Oct 10 19:36:14 apache-fips systemd[1]: apache2.service: Control process exited, code=exited, status=1/FAILURE
Oct 10 19:36:14 apache-fips systemd[1]: apache2.service: Failed with result 'exit-code'.
Oct 10 19:36:14 apache-fips systemd[1]: Stopped The Apache HTTP Server.
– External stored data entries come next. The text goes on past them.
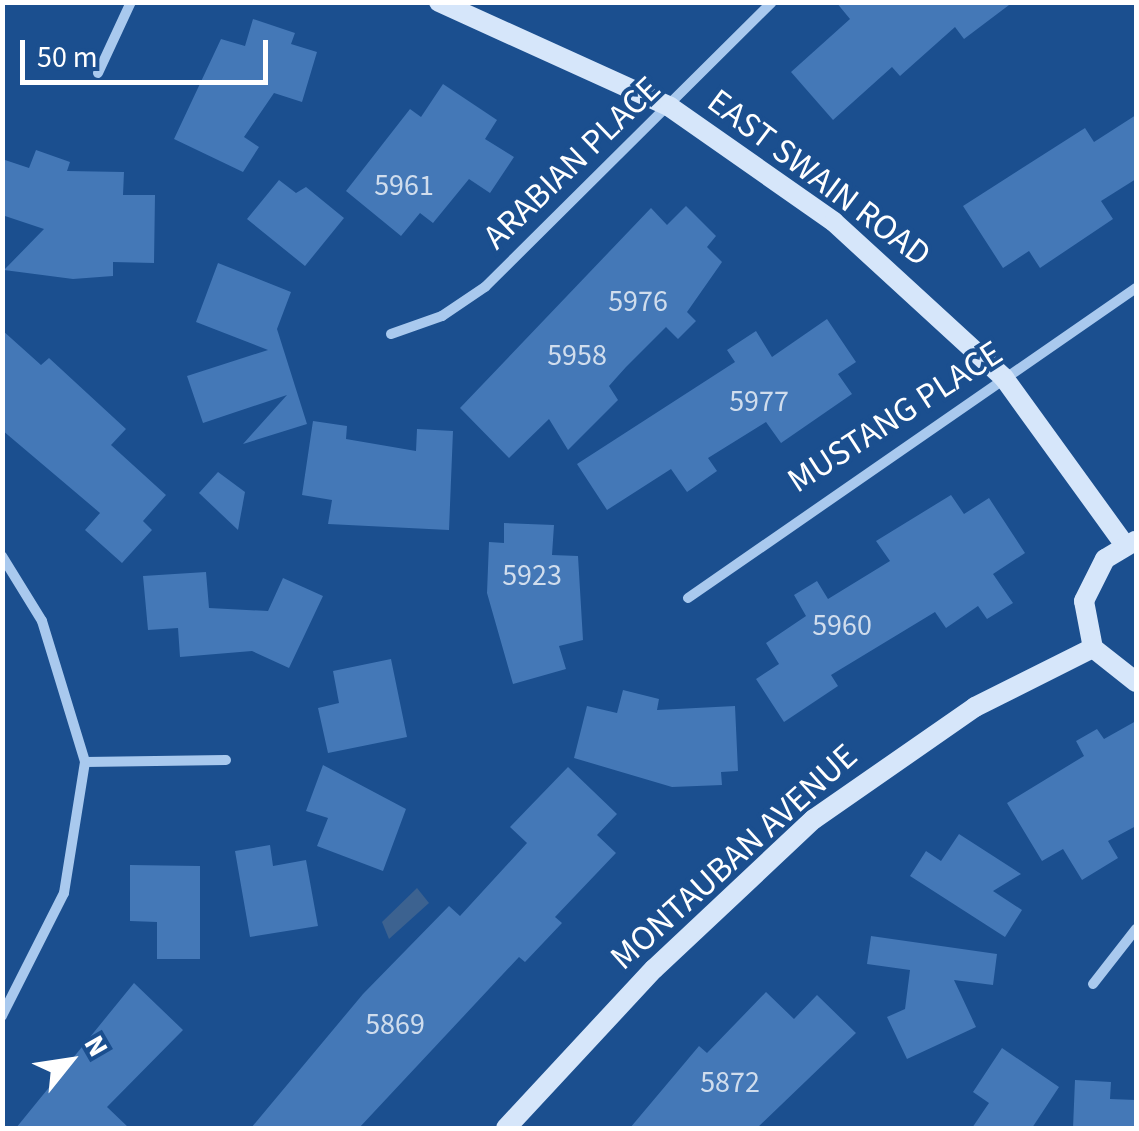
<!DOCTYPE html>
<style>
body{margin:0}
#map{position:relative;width:1139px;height:1131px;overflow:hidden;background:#1b4f8f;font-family:"Source Sans 3",sans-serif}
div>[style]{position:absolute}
.water>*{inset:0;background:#3c6290}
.building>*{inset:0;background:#4478b7}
.street>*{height:10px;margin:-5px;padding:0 5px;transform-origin:5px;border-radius:5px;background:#a9c9ee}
.secondary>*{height:20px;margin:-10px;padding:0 10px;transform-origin:10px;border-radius:10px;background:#d6e6fa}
span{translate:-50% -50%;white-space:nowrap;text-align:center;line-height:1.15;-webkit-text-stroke:8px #1b4f8f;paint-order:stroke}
.number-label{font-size:30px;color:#d0dded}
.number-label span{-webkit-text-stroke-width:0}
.street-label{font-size:35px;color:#fff}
.frame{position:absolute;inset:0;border:5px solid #fff;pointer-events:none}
.north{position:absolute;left:20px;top:1011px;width:100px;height:100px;-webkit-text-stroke:8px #1b4f8f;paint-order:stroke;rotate:60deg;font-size:28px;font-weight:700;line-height:40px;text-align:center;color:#fff}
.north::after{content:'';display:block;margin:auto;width:35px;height:45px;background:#fff;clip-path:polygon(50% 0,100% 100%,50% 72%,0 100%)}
.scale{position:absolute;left:20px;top:40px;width:248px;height:45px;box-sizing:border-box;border:5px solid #fff;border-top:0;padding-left:12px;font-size:30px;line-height:35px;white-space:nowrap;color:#fff;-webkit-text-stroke:8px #1b4f8f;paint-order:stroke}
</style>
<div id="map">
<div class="water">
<div style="clip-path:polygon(417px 888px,429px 903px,389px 939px,382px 922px)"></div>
</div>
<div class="building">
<div style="clip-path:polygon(836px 2px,1013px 2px,964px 39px,955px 27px,900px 76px,892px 67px,833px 120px,791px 72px,850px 19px)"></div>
<div style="clip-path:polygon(253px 19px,295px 33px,291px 44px,317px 52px,302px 102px,274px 93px,244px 137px,259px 147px,243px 172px,174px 139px,221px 39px,245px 46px)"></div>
<div style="clip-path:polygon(443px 84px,497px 120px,485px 139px,514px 157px,490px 193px,469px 179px,433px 223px,420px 213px,401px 236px,346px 191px,410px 109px,421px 117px)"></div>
<div style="clip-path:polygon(1136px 115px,1136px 179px,1101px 201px,1113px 219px,1040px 268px,1029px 251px,1003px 268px,963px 206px,1085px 128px,1094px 142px)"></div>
<div style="clip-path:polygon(36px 150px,70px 162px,67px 171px,124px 172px,123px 195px,155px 195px,154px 263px,113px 262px,113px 276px,73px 279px,4px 270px,44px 229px,2px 215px,2px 159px,29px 168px)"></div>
<div style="clip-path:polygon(279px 180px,296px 193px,306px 187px,344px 218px,305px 266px,247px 219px)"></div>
<div style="clip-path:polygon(686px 206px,716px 236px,707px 247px,722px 262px,687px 312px,696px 321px,678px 339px,666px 327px,626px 367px,609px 386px,618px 400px,568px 450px,549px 419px,509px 458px,460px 408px,651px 208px,667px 225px)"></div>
<div style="clip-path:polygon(218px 263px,291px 292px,277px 329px,307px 424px,243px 444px,287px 395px,203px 423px,187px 376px,268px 350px,196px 322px)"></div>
<div style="clip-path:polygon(827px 319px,856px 362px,838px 374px,852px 394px,781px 443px,766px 422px,708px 458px,717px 471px,687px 492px,671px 469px,607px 510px,577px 464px,735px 362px,727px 350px,756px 331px,772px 357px)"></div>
<div style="clip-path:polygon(2px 330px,41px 365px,49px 358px,126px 429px,111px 445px,166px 495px,143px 521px,152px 530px,122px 563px,85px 530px,100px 513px,2px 430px)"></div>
<div style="clip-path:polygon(313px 421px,347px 426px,346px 439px,416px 451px,417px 429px,453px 431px,449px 530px,328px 524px,332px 500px,302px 495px)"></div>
<div style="clip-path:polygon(218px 472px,245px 492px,238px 530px,199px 493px)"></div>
<div style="clip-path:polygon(951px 495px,964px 514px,989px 498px,1025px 553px,993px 574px,1013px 603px,987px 619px,978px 606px,946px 628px,935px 612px,831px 675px,838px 686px,784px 722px,756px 679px,779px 664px,766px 643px,806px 616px,794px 595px,817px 581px,828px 599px,890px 561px,876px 541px)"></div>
<div style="clip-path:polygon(504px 523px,554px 525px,552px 555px,578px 556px,583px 640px,559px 646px,566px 669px,513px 684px,487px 593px,489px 542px,504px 543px)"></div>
<div style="clip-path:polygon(206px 572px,209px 608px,268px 611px,283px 578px,323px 596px,289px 668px,252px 651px,180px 657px,178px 628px,148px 630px,143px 576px)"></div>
<div style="clip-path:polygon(391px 659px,407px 737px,328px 753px,318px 708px,339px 703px,333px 671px)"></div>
<div style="clip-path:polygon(623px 690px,659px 699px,657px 710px,735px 706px,738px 771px,721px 772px,722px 785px,672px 787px,574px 758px,587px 706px,617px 713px)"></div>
<div style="clip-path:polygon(1136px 721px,1136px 826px,1108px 841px,1118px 858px,1082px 880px,1063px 849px,1042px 861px,1007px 803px,1084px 756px,1076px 741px,1097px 729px,1104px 739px)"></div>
<div style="clip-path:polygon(323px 765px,406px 809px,383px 871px,317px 846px,328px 818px,306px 811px)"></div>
<div style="clip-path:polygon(568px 767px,617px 814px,597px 835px,616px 853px,555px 917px,562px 923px,525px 962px,519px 957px,359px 1128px,251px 1128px,363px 994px,449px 906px,460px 916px,527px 843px,510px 827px)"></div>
<div style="clip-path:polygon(959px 834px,1021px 874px,993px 891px,1022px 910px,1005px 937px,910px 876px,926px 851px,941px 861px)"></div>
<div style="clip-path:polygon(270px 845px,273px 866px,306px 860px,318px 926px,250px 937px,235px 851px)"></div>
<div style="clip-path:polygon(130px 865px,200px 866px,200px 959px,157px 959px,157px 922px,130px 921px)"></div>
<div style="clip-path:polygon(871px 936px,997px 954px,993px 985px,954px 980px,976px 1027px,907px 1059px,887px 1017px,905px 1009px,910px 970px,867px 964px)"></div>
<div style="clip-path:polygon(134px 983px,183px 1030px,107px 1107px,129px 1128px,16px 1128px)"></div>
<div style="clip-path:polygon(766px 992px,794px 1019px,817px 995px,856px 1033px,757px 1128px,630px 1128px,699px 1046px,707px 1053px)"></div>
<div style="clip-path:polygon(1002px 1048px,1059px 1087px,1032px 1128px,972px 1128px,989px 1103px,973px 1092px)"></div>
<div style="clip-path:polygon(1075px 1080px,1111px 1082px,1110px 1099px,1136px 1100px,1136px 1128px,1073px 1128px)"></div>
</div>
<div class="street">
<div style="left:98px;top:73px;width:78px;rotate:-65.1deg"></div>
<div style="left:391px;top:334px;width:54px;rotate:-19.4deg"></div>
<div style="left:442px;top:316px;width:52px;rotate:-34deg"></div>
<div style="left:485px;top:287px;width:404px;rotate:-44.8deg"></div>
<div style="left:2px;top:556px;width:76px;rotate:58.4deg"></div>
<div style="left:42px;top:621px;width:147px;rotate:73deg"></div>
<div style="left:85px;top:762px;width:133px;rotate:99.1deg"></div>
<div style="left:64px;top:893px;width:138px;rotate:116.8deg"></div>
<div style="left:688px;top:598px;width:545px;rotate:-34.68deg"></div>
<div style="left:85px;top:762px;width:141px;rotate:-0.8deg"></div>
<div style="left:1093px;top:984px;width:70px;rotate:-52deg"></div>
</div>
<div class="secondary">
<div style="left:439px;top:2px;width:254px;rotate:24.4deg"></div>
<div style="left:670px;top:107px;width:200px;rotate:35deg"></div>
<div style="left:834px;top:222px;width:231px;rotate:42.5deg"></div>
<div style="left:1004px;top:378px;width:205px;rotate:54.1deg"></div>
<div style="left:1135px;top:541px;width:35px;rotate:149deg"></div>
<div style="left:1105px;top:559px;width:47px;rotate:116.6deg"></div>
<div style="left:1084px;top:601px;width:48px;rotate:79.2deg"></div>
<div style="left:1093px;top:648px;width:55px;rotate:38.3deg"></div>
<div style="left:506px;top:1128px;width:217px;rotate:-47.1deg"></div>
<div style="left:654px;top:969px;width:219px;rotate:-43.2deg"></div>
<div style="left:814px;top:819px;width:196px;rotate:-34.8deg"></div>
<div style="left:975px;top:707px;width:132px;rotate:-26.6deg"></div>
</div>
<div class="number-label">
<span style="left:404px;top:186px">5961</span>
<span style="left:638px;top:302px">5976</span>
<span style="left:577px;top:356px">5958</span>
<span style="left:759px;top:402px">5977</span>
<span style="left:532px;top:576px">5923</span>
<span style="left:842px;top:626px">5960</span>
<span style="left:395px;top:1025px">5869</span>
<span style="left:730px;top:1083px">5872</span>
</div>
<div class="street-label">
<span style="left:572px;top:163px;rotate:-44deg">ARABIAN PLACE</span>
<span style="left:819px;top:178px;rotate:37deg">EAST SWAIN ROAD</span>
<span style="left:895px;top:417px;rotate:-33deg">MUSTANG PLACE</span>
<span style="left:734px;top:857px;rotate:-42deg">MONTAUBAN AVENUE</span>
</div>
<div class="frame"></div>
<div class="north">N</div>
<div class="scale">50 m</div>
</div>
Can anyone help with that?

David avatar
cn flag
As Ubuntu Pro has not been released yet it is off topic on this site.
Mark Riddell avatar
fj flag
The Ubuntu Pro rebranding is new, but the FIPS 140-2 validated Crypto modules have been available since summer 2021 under the Ubuntu Advantage banner. See [here](https://csrc.nist.gov/CSRC/media/projects/cryptographic-module-validation-program/documents/security-policies/140sp3966.pdf) and [here](https://ubuntu.com/blog/running-fips-140-workloads-on-ubuntu). Even the FAQ that I linked at the beginning of my post was last updated 10 months ago. The fact that the scheme has been renamed to Ubuntu Pro has no impact on my issue.
I sit in a Tesla and translated this thread with Ai:

mangohost

Post an answer

Most people don’t grasp that asking a lot of questions unlocks learning and improves interpersonal bonding. In Alison’s studies, for example, though people could accurately recall how many questions had been asked in their conversations, they didn’t intuit the link between questions and liking. Across four studies, in which participants were engaged in conversations themselves or read transcripts of others’ conversations, people tended not to realize that question asking would influence—or had influenced—the level of amity between the conversationalists.